Note every line in the entries that contains the string "fabs", and copy it.

........

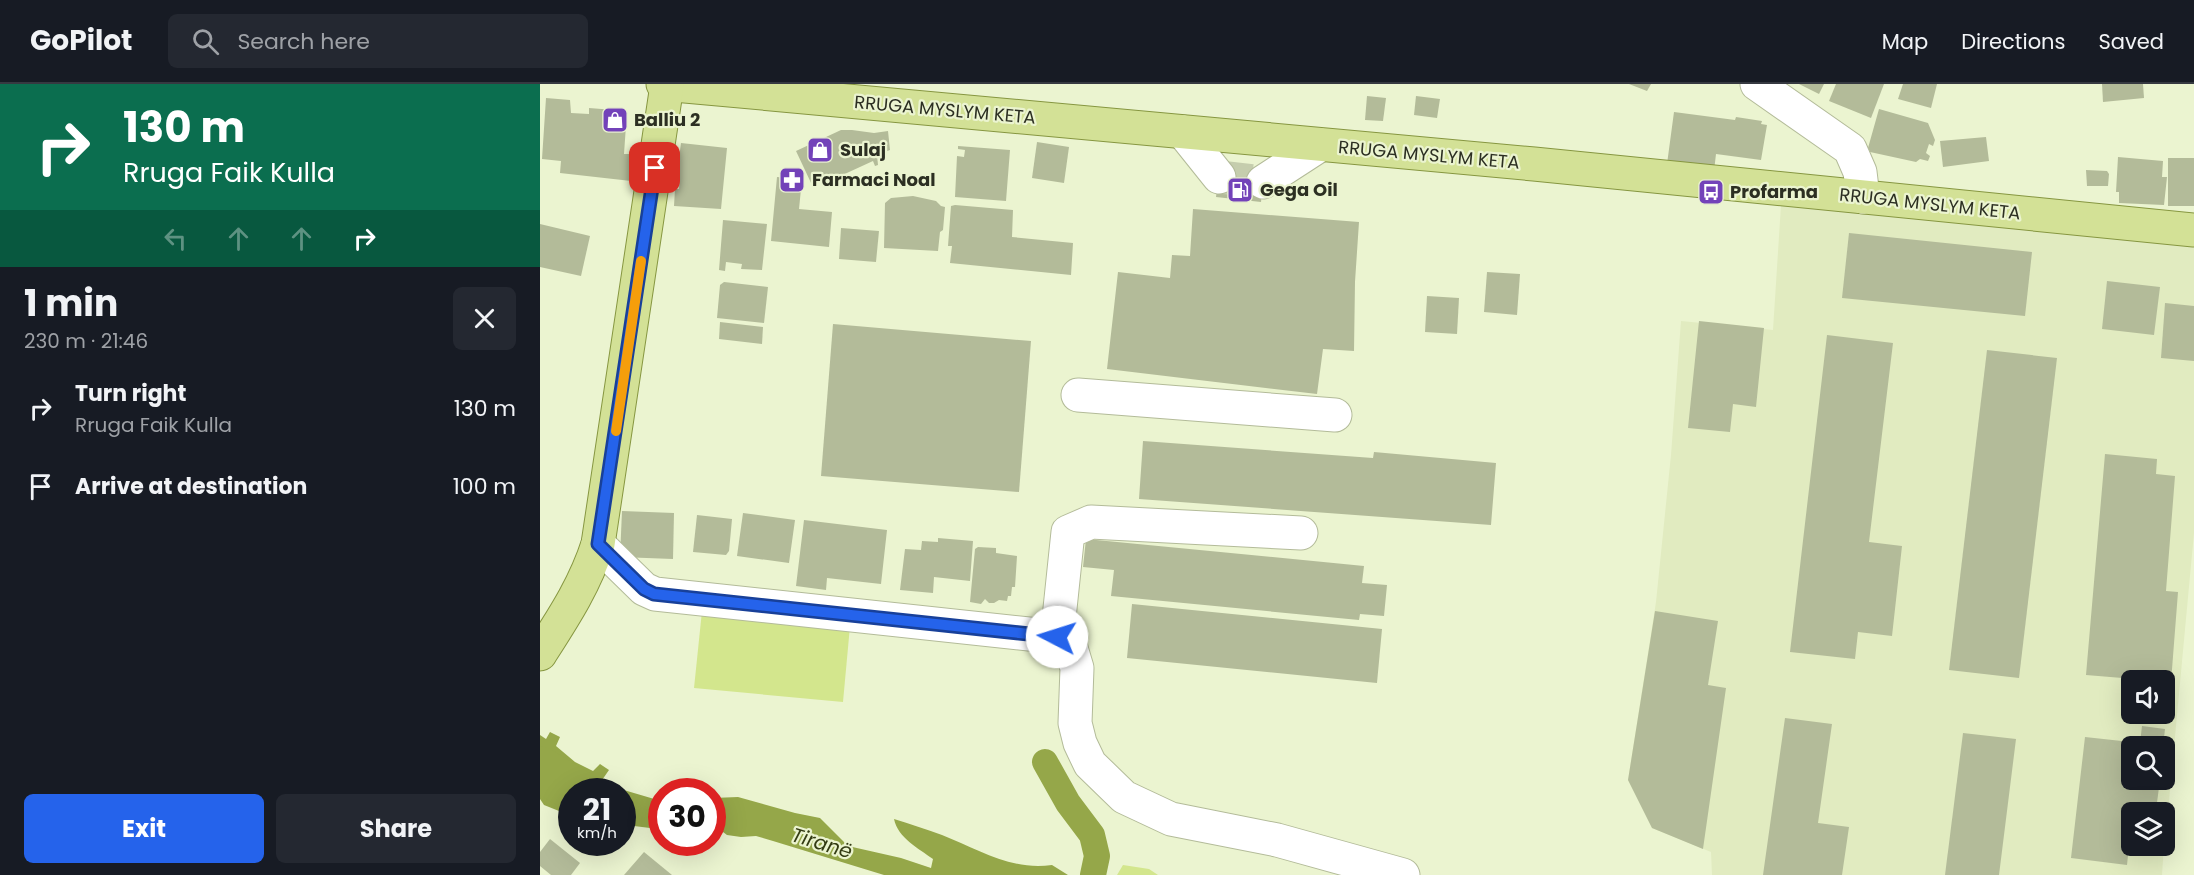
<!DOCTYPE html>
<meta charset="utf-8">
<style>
:root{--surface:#171b24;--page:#242831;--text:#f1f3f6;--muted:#9ea1a6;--line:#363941;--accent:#2563eb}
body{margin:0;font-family:Poppins,sans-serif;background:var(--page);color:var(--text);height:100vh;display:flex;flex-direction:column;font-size:22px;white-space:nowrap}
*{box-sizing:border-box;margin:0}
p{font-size:20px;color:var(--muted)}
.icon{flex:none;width:33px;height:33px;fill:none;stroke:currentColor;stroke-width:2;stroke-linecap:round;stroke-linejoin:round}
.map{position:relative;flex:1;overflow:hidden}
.side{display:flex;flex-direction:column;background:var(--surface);width:540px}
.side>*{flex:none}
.banner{background:#0b6e4f;color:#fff;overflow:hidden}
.fabs{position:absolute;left:1581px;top:586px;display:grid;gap:12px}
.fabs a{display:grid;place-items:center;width:54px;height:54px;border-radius:9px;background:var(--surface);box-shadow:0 6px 24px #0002;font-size:30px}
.speed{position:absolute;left:18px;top:694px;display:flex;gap:12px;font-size:30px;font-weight:700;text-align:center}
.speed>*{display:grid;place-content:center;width:78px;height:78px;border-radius:50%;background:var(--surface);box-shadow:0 6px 24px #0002;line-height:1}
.speed small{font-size:15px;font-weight:400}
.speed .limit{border:9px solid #d22;background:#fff;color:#111}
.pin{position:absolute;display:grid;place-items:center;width:51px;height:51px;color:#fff;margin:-26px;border-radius:12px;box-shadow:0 3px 9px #0006}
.me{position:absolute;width:66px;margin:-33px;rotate:275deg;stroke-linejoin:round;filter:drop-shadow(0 0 4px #0008)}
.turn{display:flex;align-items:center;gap:21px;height:126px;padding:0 24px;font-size:27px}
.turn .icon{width:78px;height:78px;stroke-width:2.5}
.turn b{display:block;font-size:42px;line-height:51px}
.lanes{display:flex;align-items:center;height:57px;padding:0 24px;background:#0003;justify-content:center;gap:30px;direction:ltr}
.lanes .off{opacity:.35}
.round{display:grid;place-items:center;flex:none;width:63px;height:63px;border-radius:9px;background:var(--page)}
.summary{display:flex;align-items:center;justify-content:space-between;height:102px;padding:0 24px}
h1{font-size:36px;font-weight:700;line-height:45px}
.action{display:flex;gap:12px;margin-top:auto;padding:12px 24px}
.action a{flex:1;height:69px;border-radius:9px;background:var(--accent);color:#fff;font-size:24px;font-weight:700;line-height:69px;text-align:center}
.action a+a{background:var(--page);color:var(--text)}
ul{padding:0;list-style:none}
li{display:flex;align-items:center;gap:18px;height:78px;padding:0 24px}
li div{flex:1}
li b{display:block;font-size:22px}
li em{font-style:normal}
header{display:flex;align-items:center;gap:36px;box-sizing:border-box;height:84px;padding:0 30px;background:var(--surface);border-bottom:2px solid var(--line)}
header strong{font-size:28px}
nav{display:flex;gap:33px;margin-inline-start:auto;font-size:21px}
.search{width:420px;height:54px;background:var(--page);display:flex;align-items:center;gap:15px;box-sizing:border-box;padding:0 21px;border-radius:9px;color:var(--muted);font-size:22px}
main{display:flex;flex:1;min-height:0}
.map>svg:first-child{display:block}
.built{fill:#e1ebc0;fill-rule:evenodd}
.green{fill:#d3e68d}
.water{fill:#95a749}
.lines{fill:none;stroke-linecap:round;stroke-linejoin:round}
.canal{stroke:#95a749;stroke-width:26}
.river{stroke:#95a749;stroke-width:45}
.building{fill:#b3bb99}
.minor-tunnel{stroke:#c5cdad;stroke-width:33;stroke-dasharray:33 16;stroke-linecap:butt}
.minor-casing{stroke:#b3bb99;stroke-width:35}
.major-casing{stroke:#869640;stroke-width:35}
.minor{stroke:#fff;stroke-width:33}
.major{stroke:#d3e196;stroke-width:33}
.route-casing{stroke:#184099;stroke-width:15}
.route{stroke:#2563eb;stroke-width:10}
.slow{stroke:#f59e0b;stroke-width:10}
.labels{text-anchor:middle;stroke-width:4.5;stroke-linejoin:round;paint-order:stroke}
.street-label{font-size:18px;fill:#2c2f22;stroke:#ebf4d0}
.poi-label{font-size:18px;font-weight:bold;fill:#2c2f22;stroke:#ebf4d0;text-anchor:start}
.water-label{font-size:20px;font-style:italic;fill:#343c14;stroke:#ebf4d0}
</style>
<header>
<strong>GoPilot</strong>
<div class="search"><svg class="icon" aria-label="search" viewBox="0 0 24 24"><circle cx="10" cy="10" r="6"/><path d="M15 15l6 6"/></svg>Search here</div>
<nav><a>Map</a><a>Directions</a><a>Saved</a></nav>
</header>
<main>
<section class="side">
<div class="banner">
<div class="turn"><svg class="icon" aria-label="right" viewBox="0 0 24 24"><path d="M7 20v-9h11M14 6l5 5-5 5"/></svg><div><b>130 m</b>Rruga Faik Kulla</div></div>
<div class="lanes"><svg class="icon off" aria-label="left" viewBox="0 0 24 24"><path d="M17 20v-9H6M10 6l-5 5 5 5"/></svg><svg class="icon off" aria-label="ahead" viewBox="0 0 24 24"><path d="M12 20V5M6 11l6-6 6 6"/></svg><svg class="icon off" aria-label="ahead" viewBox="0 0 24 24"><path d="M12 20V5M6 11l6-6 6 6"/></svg><svg class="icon" aria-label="right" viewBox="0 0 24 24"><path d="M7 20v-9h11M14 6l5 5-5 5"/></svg></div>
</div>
<div class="summary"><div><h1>1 min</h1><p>230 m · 21:46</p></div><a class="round"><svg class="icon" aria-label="close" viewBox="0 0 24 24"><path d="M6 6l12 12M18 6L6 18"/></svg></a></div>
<ul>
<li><svg class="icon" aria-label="right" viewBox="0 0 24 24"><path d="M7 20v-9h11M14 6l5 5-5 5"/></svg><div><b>Turn right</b><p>Rruga Faik Kulla</p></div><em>130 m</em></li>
<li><svg class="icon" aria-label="arrive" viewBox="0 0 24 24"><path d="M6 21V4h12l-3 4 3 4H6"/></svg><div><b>Arrive at destination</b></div><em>100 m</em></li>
</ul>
<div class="action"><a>Exit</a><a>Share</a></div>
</section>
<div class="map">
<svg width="1654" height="791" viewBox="0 0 1654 791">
<rect width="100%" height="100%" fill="#ebf4d0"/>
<path class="built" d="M1241 121 1654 159V449L1625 760 1624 729H1592V762H1624L1622 791H1172L1171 768 1112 744 1088 696 1116 518 1131 371 1141 237 1233 246ZM1592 597H1624V630H1592ZM1592 663H1624V696H1592Z"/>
<g class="green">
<polygon points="162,527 310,542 303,618 154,604"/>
<polygon points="583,781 609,785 618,791 577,791"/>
</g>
<g class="water">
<polygon points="10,648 20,653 16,662 35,678 53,687 60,680 69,686 60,699 121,717 121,754 116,753 110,744 94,742 85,750 83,749 82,708 32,708 31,740 21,734 24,729 4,721 0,715 0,651 6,655"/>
<path d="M198 713 255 729 280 734 308 762 361 774 391 784 393 775C378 764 358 754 354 735 370 740 386 745 402 751 438 765 471 787 512 781L528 791H344L233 757 216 752 201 753 187 751 179 745 173 744V714Z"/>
</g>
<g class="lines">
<polyline class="canal" points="505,678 528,719 552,751 557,772 553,791"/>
<polyline class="river" points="0,685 38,708"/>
</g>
<g class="building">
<polygon points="1089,0 1111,0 1107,7"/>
<polygon points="1259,0 1284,0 1279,10"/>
<polygon points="1296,0 1344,0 1331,34 1289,17"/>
<polygon points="1363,0 1397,0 1391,24 1358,15"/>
<polygon points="1562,0 1603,0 1604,14 1563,18"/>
<polygon points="827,12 846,14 843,37 825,36"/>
<polygon points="876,12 900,15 897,34 874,31"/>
<polygon points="6,14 30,16 31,29 49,30 49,24 87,27 84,70 105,70 100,98 20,89 21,77 2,75"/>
<polygon points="1339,25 1388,39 1395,56 1393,62 1389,60 1386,69 1390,72 1388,77 1380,75 1376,78 1330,68 1328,64"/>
<polygon points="1134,28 1195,36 1196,33 1222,37 1221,40 1227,41 1221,76 1176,70 1174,87 1127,80"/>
<polygon points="301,46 312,46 334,49 348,47 350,66 337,71 338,81 335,82 333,77 296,94 294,92 272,101 256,67"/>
<polygon points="1446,53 1449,77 1403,83 1400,57"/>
<polygon points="497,58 529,63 524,99 492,94"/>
<polygon points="141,59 187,64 181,125 134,122 135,105 139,105 140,90 137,90"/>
<polygon points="418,62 470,66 466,117 415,113 417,72 424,73 425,66 418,65"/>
<polygon points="1578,73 1623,77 1622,93 1627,93 1624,121 1579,119 1579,108 1576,108"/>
<rect x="1628" y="74" width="26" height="48"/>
<polygon points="680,82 724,88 721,118 676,113"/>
<polygon points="1546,86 1567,87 1569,90 1568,102 1547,102"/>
<polygon points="237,93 262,95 259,125 292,128 289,163 231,157"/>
<polygon points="373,112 396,117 401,122 405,123 403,146 400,148 398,167 344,164 345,119 351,114"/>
<polygon points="415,121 473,126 472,153 533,159 531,191 410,179 412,162 408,162 411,122"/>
<polygon points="653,125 819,138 815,198 814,267 783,265 777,310 567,285 578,188 630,194 632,171 650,172"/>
<polygon points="183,136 227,140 222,186 201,185 202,180 186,178 185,187 179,186"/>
<polygon points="0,140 50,152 41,192 0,183"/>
<polygon points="301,144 339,147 336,178 299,175"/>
<polygon points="1309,149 1492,168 1485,232 1302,214"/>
<polygon points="947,188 980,190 977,231 944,228"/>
<polygon points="1567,197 1620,203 1614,251 1562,245"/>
<polygon points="184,198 228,203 224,239 177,234 180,201"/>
<polygon points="887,212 919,214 917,250 885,248"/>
<polygon points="1625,219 1654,222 1654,277 1621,274"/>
<polygon points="1159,237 1224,244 1216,323 1193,320 1190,348 1148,344"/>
<polygon points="180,238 223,243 222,260 179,255"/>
<polygon points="293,240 491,257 479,408 281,392"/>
<polygon points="1287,251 1353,259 1329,458 1362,462 1352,552 1318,548 1315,575 1250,568"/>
<polygon points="1447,266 1517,274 1479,594 1409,586"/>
<polygon points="603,357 833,374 834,368 956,379 951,441 599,415"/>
<polygon points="1565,370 1617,375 1616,390 1635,392 1626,507 1638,508 1631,598 1546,591"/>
<polygon points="82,427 134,429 133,475 80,473"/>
<polygon points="203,429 255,436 249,479 197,472"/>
<polygon points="157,431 192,435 189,467 186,471 153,468"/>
<polygon points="264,436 347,446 341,500 287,494 286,506 256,502"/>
<polygon points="398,454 433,457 430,497 394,493 393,509 360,506 365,465 381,466 382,457 398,458"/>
<polygon points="546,455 824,482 822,499 847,501 844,532 820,530 819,536 571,512 574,486 543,483"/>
<polygon points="438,463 456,464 456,469 477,472 475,503 472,503 471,512 468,512 467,517 459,516 454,519 449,519 445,515 441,520 430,518 435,465"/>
<polygon points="592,520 842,545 837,599 587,574"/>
<polygon points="1115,527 1178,537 1168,601 1186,604 1163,765 1112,744 1088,696"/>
<polygon points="1245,634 1292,640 1278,739 1309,743 1302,791 1223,791"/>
<polygon points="1602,642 1625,645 1623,663 1592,663 1592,696 1620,696 1616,726 1593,724 1587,781 1531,774 1545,653 1600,659"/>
<polygon points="1423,649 1476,655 1459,791 1405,791"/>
<polygon points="10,755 40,779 31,791 11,791 0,782 0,768"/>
<polygon points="104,768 132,791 84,791"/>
</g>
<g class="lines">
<polyline class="minor-tunnel" points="679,93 723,98"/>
<g class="minor-casing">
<g id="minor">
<polyline points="1217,0 1310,65 1320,88 1323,113"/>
<polyline points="643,48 679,93"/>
<polyline points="723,98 780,61"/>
<polyline points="538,311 795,331"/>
<polyline points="58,460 104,505 115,510 517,553 531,564 537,584 535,639 540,659 550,680 584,713 631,735 737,756 863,791"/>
<polyline points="517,553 528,448 551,438 761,449"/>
</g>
</g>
<g class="major-casing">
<g id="major">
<polyline points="123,0 994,80 1654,146"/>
<path d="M0 570C23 534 45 501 58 460L127 1"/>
</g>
</g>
<use href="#minor" class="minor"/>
<use href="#major" class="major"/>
</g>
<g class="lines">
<g class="route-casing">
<polyline id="route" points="115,84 58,460 104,505 114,510 517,553"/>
</g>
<use href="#route" class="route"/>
<polyline class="slow" points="76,347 101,177"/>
</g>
<defs>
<g id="shop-square" transform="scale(1.35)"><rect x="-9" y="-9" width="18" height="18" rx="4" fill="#7342b9" stroke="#ebf4d0"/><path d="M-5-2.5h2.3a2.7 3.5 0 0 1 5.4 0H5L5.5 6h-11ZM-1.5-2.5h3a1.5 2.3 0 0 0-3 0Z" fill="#fff"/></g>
<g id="pharmacy-square" transform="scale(1.35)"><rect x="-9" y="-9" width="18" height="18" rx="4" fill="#7342b9" stroke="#ebf4d0"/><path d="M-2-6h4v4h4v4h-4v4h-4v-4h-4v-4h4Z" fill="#fff"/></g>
<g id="fuel-square" transform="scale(1.35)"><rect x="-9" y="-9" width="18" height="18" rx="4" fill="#7342b9" stroke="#ebf4d0"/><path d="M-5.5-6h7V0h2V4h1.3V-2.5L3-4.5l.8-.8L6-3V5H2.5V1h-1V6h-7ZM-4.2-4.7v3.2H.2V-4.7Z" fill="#fff"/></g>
<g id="bus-square" transform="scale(1.35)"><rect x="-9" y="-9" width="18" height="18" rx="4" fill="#7342b9" stroke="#ebf4d0"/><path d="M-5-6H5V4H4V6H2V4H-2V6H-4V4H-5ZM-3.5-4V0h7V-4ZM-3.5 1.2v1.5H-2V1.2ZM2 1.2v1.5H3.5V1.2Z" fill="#fff"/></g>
</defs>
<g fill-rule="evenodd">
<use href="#shop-square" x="75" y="36"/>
<use href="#shop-square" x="280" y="66"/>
<use href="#pharmacy-square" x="252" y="96"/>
<use href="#fuel-square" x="700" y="106"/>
<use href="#bus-square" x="1171" y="108"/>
</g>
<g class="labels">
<g class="street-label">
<text transform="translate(405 26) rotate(5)" y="6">RRUGA MYSLYM KETA</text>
<text transform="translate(889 71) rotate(5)" y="6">RRUGA MYSLYM KETA</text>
<text transform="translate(1390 120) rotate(6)" y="6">RRUGA MYSLYM KETA</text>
</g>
<g class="poi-label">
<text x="94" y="42">Balliu 2</text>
<text x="300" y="72">Sulaj</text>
<text x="272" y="102">Farmaci Noal</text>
<text x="720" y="112">Gega Oil</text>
<text x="1190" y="114">Profarma</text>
</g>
<g class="water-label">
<text transform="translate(282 759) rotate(17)" y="7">Tiranë</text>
</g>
</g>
</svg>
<div class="fabs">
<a><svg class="icon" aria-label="sound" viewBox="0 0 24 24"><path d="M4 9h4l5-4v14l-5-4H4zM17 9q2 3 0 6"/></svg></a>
<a><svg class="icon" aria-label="search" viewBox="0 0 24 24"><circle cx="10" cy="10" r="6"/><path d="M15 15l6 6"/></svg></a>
<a><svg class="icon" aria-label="layers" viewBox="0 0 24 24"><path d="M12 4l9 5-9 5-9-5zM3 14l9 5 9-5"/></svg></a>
</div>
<div class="speed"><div>21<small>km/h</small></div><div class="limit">30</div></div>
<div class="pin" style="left:115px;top:84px;background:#d93025"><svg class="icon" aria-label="arrive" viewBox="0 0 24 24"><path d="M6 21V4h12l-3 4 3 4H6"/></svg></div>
<svg class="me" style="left:517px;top:553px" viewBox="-20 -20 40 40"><circle r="19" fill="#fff"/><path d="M0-13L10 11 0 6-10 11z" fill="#2563eb"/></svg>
</div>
</main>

........

▶ **RESULT FOR THIS TASK**:
.fabs{position:absolute;left:1581px;top:586px;display:grid;gap:12px}
.fabs a{display:grid;place-items:center;width:54px;height:54px;border-radius:9px;background:var(--surface);box-shadow:0 6px 24px #0002;font-size:30px}
<div class="fabs">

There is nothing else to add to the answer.